Abstract

Following a course of cyclosporine, syngeneic rat radiation chimeras consistently develop a GVHD-like syndrome. Correlation of the thymic immunopathology with conditions leading to syngeneic graft-versus-host disease (sGVHD) suggested the hypothesis that reconstitution of the normal thymic microenvironment after CsA is necessary for self-tolerance. When thymic regeneration is impaired, as in rats receiving previous mediastinal irradiation, then self-reactive effector cells are not regulated and proceed to damage the target tissues. Alternately, it could be argued that the observed thymic abnormalities are irrelevant to sGVHD. To test the primary hypothesis, post-CsA thymic reconstitution was prevented by total thymectomy in unirradiated rats. These rats consistently developed acute type sGVHD seen at 7 and 21 days post-CsA while rats from the CsA-treated sham thymectomy control group failed to develop sGVHD. Because thymectomy prior to CsA blocks sGVHD, most likely the peripheral effector cells in the post-CsA thymectomy group were derived from the CsA-altered thymus.
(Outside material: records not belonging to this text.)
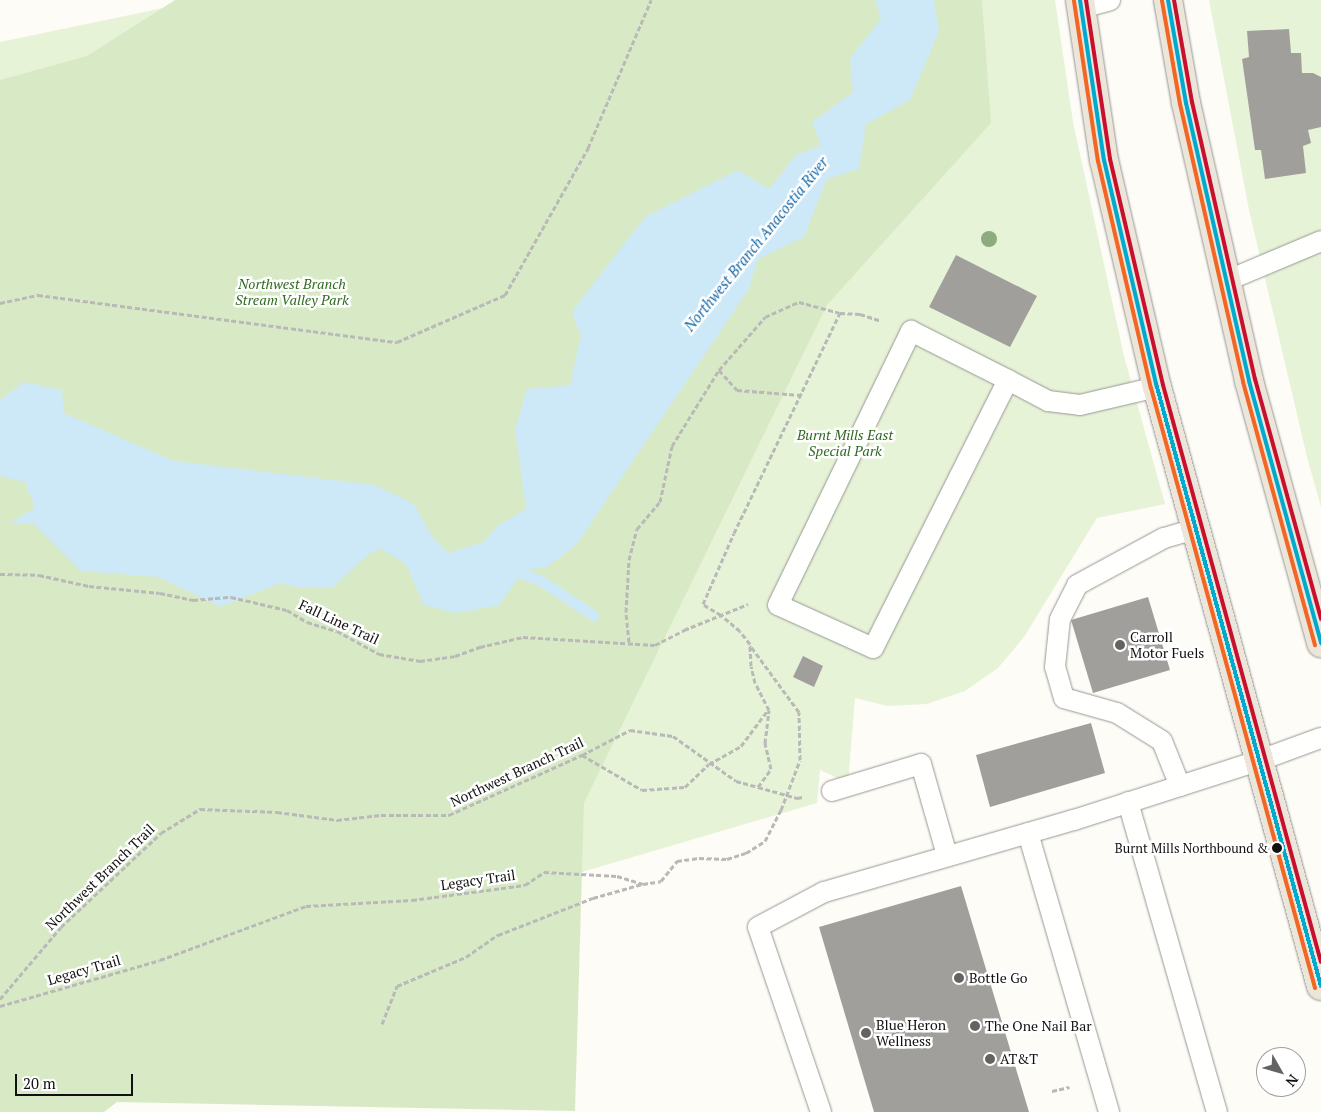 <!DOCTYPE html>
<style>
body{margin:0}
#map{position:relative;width:1321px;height:1112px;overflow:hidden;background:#fdfcf7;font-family:"PT Serif",serif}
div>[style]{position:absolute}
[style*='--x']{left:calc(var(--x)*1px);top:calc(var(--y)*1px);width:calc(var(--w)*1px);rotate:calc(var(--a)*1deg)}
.green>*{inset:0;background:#e7f3d7}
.forest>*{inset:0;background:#d8eac5}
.water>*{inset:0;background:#cde8f7}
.stream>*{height:11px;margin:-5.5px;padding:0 5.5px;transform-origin:5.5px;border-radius:5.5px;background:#cde8f7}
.building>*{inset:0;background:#a19f9c}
.path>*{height:3px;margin-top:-1.5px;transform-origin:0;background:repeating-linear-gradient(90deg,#b9b9b8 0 5px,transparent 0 7.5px)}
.roads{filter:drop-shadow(0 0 1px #979795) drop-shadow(0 0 1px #979795)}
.service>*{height:20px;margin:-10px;padding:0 10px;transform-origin:10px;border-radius:10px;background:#fffffe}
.trunk>*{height:28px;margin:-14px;padding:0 14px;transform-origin:14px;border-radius:14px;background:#ece5da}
.bus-1>*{height:4px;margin:-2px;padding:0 2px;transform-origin:2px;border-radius:2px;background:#00a9ce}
.bus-2>*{height:4px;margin:-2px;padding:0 2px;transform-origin:2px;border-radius:2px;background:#f26522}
.bus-3>*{height:4px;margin:-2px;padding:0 2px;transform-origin:2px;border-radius:2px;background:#c8102e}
.trees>*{width:16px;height:16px;margin:-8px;border-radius:50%;background:#8cac80}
.dots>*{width:14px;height:14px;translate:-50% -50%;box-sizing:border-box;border:2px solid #fff;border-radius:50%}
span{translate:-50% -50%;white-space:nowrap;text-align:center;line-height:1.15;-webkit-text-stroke:5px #fff;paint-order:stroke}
.bus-label{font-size:13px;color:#111}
.right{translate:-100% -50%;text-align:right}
.park-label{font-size:14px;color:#2f6b1f;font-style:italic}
.street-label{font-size:14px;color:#111}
.poi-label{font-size:14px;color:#111}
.left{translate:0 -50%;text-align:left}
.water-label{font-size:15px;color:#1768a6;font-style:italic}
.north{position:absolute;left:1256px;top:1047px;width:50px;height:50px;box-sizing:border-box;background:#fff;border:1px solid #a0a0a0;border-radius:50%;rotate:128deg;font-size:14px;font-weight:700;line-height:20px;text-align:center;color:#111}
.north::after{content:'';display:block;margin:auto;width:18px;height:22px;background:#646362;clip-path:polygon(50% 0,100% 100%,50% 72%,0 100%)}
.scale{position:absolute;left:15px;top:1074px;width:118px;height:22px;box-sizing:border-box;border:2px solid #111;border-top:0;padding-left:6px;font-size:15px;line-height:18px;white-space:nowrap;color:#111;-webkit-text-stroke:4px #fff;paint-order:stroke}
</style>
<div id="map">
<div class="green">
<i style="clip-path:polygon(202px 0,1055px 0,1073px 122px,1124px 356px,1165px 504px,1097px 518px,1024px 637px,998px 668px,965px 691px,927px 704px,887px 706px,855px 698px,848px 783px,820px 770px,817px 803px,0 1043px,0 42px)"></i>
<i style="clip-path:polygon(1209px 0,1321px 0,1321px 507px,1307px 457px,1249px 210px)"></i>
</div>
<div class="forest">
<i style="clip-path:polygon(175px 0,982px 0,991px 123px,827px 305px,584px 803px,575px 1111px,117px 1102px,104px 1112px,0 1112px,0 80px,87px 56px)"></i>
</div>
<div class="water">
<i style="clip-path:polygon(875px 0,934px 0,939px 31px,910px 100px,866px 124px,859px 169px,827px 179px,804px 237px,758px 259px,749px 289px,576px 545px,547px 567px,524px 570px,499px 605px,457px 613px,424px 605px,406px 564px,381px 549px,369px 554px,333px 587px,301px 588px,281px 583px,220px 607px,159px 577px,81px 571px,34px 524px,10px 523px,35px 508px,25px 482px,0 476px,0 400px,24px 382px,62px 390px,64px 413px,174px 461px,375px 485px,414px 504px,433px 538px,448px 553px,484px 542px,497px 526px,526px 509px,515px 430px,527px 389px,570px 385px,581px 336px,572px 312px,645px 217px,738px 170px,769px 189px,796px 155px,821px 145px,812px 122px,853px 92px,850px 59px,881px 19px)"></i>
</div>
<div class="stream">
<i style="--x:508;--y:568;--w:34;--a:21"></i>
<i style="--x:540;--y:580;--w:64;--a:33.4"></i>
</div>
<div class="building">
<i style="clip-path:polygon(1289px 29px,1291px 53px,1301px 53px,1302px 73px,1313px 73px,1321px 77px,1321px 127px,1308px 130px,1311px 143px,1303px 146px,1306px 173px,1265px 179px,1261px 150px,1255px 150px,1242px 59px,1249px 57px,1247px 31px)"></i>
<i style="clip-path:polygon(956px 255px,1037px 296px,1010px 347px,929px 307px)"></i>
<i style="clip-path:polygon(1148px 597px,1170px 670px,1093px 693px,1071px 620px)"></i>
<i style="clip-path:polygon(803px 656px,823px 666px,814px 687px,793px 677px)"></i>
<i style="clip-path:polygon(1091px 723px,1105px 773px,990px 807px,976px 755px)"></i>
<i style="clip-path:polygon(961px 886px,1029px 1112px,874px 1112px,819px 927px)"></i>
</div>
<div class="path">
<i style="--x:0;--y:303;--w:39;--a:-12"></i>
<i style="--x:38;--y:295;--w:362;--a:7.5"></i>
<i style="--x:397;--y:342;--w:118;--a:-23.5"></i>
<i style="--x:505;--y:295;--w:169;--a:-60.5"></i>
<i style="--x:588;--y:148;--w:161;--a:-66.9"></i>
<i style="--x:719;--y:370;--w:27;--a:48"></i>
<i style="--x:737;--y:390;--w:63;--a:4.5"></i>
<i style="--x:0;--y:574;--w:39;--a:1"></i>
<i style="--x:39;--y:575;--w:51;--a:12.4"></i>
<i style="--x:89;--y:586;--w:71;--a:5.6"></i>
<i style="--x:160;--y:593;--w:34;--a:12"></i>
<i style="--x:193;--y:600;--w:38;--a:-5"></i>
<i style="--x:231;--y:597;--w:57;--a:13.1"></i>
<i style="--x:287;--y:610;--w:23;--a:31"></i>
<i style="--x:307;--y:622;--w:31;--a:17"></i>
<i style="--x:337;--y:631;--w:48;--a:28.7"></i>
<i style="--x:379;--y:654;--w:42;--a:9.7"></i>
<i style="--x:420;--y:661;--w:35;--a:-8"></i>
<i style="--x:455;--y:656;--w:27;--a:-20"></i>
<i style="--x:480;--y:647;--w:44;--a:-13.1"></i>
<i style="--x:523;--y:637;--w:132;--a:3.5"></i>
<i style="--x:655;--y:645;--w:33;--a:-27"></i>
<i style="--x:684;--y:630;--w:69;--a:-22.1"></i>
<i style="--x:629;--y:642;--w:30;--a:-96"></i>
<i style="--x:626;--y:612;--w:52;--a:-86.7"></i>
<i style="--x:629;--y:560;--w:32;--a:-76"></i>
<i style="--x:637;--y:529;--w:35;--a:-50"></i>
<i style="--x:660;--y:502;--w:57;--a:-77.9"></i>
<i style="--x:672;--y:446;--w:89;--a:-58.3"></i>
<i style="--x:719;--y:370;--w:70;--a:-49"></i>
<i style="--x:765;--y:317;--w:37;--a:-24"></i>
<i style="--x:799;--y:302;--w:42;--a:15"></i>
<i style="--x:582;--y:755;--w:69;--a:30.3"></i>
<i style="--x:642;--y:790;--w:43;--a:-4"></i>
<i style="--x:685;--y:787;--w:33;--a:-44"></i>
<i style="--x:709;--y:764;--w:37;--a:-29"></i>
<i style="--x:741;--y:746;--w:45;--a:-53.1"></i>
<i style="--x:758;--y:787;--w:41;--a:15.8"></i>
<i style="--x:797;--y:798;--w:6;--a:-9"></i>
<i style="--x:0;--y:999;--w:94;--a:-49.7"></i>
<i style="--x:61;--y:927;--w:137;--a:-43.2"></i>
<i style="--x:161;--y:833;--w:46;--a:-31.6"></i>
<i style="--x:200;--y:809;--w:77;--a:2.2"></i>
<i style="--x:277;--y:812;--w:61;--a:7.6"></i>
<i style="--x:337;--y:820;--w:44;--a:-6.5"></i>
<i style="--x:381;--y:815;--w:68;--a:0"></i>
<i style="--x:449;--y:815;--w:146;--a:-24.3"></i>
<i style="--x:582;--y:755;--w:54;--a:-27.5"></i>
<i style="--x:630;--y:730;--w:43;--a:7.9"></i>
<i style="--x:673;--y:736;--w:77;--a:35.5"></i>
<i style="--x:736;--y:781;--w:23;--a:15"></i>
<i style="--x:758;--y:787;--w:22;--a:-54"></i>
<i style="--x:771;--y:769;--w:27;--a:-103"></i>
<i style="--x:765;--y:743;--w:33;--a:-83"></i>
<i style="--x:769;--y:710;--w:30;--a:-117"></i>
<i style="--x:755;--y:683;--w:17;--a:-103"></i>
<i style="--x:751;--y:666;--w:22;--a:-93"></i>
<i style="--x:750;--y:644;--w:16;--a:-128"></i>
<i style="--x:740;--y:631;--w:25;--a:-140"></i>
<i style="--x:721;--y:615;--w:21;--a:-149"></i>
<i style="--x:703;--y:604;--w:77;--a:-66.4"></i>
<i style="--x:734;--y:533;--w:244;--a:-64.3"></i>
<i style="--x:840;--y:313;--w:20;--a:3"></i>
<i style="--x:860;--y:314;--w:22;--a:18"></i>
<i style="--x:0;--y:1006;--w:166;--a:-16"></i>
<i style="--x:160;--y:960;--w:156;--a:-20.3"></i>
<i style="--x:306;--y:906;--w:106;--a:-3.2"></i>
<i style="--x:412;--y:900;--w:114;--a:-7.6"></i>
<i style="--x:525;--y:885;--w:23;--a:-34"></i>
<i style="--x:544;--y:872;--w:73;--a:3.1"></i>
<i style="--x:617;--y:876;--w:27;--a:17"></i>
<i style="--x:643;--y:884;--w:18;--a:-9"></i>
<i style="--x:661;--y:881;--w:26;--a:-51"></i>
<i style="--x:677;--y:861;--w:22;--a:-8"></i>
<i style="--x:699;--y:858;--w:28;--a:2"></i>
<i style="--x:727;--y:859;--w:20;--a:-18"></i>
<i style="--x:746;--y:853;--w:22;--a:-32"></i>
<i style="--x:765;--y:841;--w:35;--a:-63"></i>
<i style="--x:781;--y:810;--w:53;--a:-69.2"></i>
<i style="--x:800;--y:760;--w:48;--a:-91.2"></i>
<i style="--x:799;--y:712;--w:83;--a:-126.2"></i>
<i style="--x:382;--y:1024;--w:41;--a:-68.5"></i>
<i style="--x:397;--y:986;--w:75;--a:-22.8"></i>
<i style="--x:466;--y:957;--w:39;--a:-35"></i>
<i style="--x:498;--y:935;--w:102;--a:-21.3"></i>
<i style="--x:593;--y:898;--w:51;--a:-15.9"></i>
<i style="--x:1052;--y:1091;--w:18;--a:-13"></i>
</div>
<div class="roads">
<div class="service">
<i style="--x:1081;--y:8;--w:30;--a:-15"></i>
<i style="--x:1226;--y:281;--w:103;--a:-22.8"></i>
<i style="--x:1008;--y:380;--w:300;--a:116.7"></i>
<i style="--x:873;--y:648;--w:104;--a:-155.6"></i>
<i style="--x:778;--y:605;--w:305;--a:-64.1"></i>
<i style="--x:911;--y:331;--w:109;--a:26.8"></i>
<i style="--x:1008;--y:380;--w:45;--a:27.7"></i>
<i style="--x:1048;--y:401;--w:32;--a:7"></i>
<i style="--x:1080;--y:405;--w:79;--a:-13.2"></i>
<i style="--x:1180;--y:786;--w:48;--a:-111.8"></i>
<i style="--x:1162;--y:741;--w:53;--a:-148.1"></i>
<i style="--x:1117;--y:713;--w:55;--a:-164.2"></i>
<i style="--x:1064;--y:698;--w:32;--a:-106"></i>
<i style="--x:1055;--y:667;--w:48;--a:-84.1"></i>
<i style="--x:1060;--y:619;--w:38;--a:-63"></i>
<i style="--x:1077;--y:585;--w:99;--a:-28.4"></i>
<i style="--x:1164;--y:538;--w:32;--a:-16"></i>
<i style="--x:832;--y:791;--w:93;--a:-16.9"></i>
<i style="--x:921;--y:764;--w:95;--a:74.1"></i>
<i style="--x:1128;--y:802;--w:323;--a:74"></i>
<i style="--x:1028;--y:833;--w:291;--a:73.8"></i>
<i style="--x:821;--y:1112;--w:195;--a:-108.8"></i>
<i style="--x:758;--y:927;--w:75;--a:-27.9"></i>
<i style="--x:824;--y:892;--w:260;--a:-16.1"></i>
<i style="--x:1074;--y:820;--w:193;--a:-17.8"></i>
<i style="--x:1258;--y:761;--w:67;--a:-20.1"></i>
</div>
<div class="trunk">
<i style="--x:1080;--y:0;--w:162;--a:81.5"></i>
<i style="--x:1104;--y:160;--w:233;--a:76.9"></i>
<i style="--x:1157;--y:387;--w:621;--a:74.69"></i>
<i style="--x:1168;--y:0;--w:105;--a:80.1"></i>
<i style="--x:1186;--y:103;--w:285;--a:77.2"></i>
<i style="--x:1249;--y:381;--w:272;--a:74.6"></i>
</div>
</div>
<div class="bus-1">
<i style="--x:1080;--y:0;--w:162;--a:81.5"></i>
<i style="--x:1104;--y:160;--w:233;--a:76.9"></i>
<i style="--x:1157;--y:387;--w:621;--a:74.69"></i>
<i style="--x:1168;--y:0;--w:105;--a:80.1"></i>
<i style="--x:1186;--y:103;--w:285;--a:77.2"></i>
<i style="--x:1249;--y:381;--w:272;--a:74.6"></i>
</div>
<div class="bus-2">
<i style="--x:1074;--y:1;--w:162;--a:81.5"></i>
<i style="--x:1098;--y:161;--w:233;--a:76.9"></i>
<i style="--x:1151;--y:388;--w:622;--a:74.71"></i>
<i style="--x:1162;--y:1;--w:105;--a:80.1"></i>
<i style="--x:1180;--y:104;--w:285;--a:77.2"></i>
<i style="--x:1243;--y:382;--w:273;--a:74.7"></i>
</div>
<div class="bus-3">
<i style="--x:1086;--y:0;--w:161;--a:81.4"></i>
<i style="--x:1110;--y:159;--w:232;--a:76.8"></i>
<i style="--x:1163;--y:385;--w:598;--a:74.69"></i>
<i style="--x:1174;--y:0;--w:104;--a:80"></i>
<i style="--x:1192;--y:102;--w:284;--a:77.2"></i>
<i style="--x:1255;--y:379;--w:249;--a:74.6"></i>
</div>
<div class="trees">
<i style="left:989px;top:239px"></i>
</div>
<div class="dots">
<i style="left:1120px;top:645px;background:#646362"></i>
<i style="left:1277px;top:848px;background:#111"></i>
<i style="left:959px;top:978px;background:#646362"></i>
<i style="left:975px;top:1026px;background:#646362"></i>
<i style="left:866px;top:1033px;background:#646362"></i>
<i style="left:990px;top:1059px;background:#646362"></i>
</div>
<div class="bus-label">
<span class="right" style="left:1268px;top:848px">Burnt Mills Northbound &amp;</span>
</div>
<div class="park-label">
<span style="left:292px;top:292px">Northwest Branch<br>Stream Valley Park</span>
<span style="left:845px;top:443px">Burnt Mills East<br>Special Park</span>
</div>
<div class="street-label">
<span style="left:339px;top:622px;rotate:25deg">Fall Line Trail</span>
<span style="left:517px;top:772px;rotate:-25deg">Northwest Branch Trail</span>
<span style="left:100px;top:877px;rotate:-44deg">Northwest Branch Trail</span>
<span style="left:478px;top:880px;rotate:-8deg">Legacy Trail</span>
<span style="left:84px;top:970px;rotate:-16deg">Legacy Trail</span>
</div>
<div class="poi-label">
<span class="left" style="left:1130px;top:645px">Carroll<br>Motor Fuels</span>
<span class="left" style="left:969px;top:978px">Bottle Go</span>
<span class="left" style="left:876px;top:1033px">Blue Heron<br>Wellness</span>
<span class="left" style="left:985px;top:1026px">The One Nail Bar</span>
<span class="left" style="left:1000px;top:1059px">AT&amp;T</span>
</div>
<div class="water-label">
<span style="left:756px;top:244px;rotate:-51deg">Northwest Branch Anacostia River</span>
</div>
<div class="north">N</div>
<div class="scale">20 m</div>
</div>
The absence of sGVHD in the sham group indicates that the thymus led to active regulation of these cells after stopping CsA. If regeneration of the thymus restored only negative selection, then the sham thymectomy group should have also developed sGVHD. Flow cytometry and morphology of the spleen and lymph nodes demonstrated that the thymectomized rats, like CsA-treated radiation chimeras, experienced a significant delay in maturation of T cells following CsA. In contrast to the usual model in radiation chimeras, however, the post-CsA thymectomized rats did not convert to chronic type sGVHD. The importance of an abnormal thymus for this transition was confirmed in syngeneic radiation chimeras. Thymectomy after CsA in these rats also blocked the rapid transition to chronic sGVHD.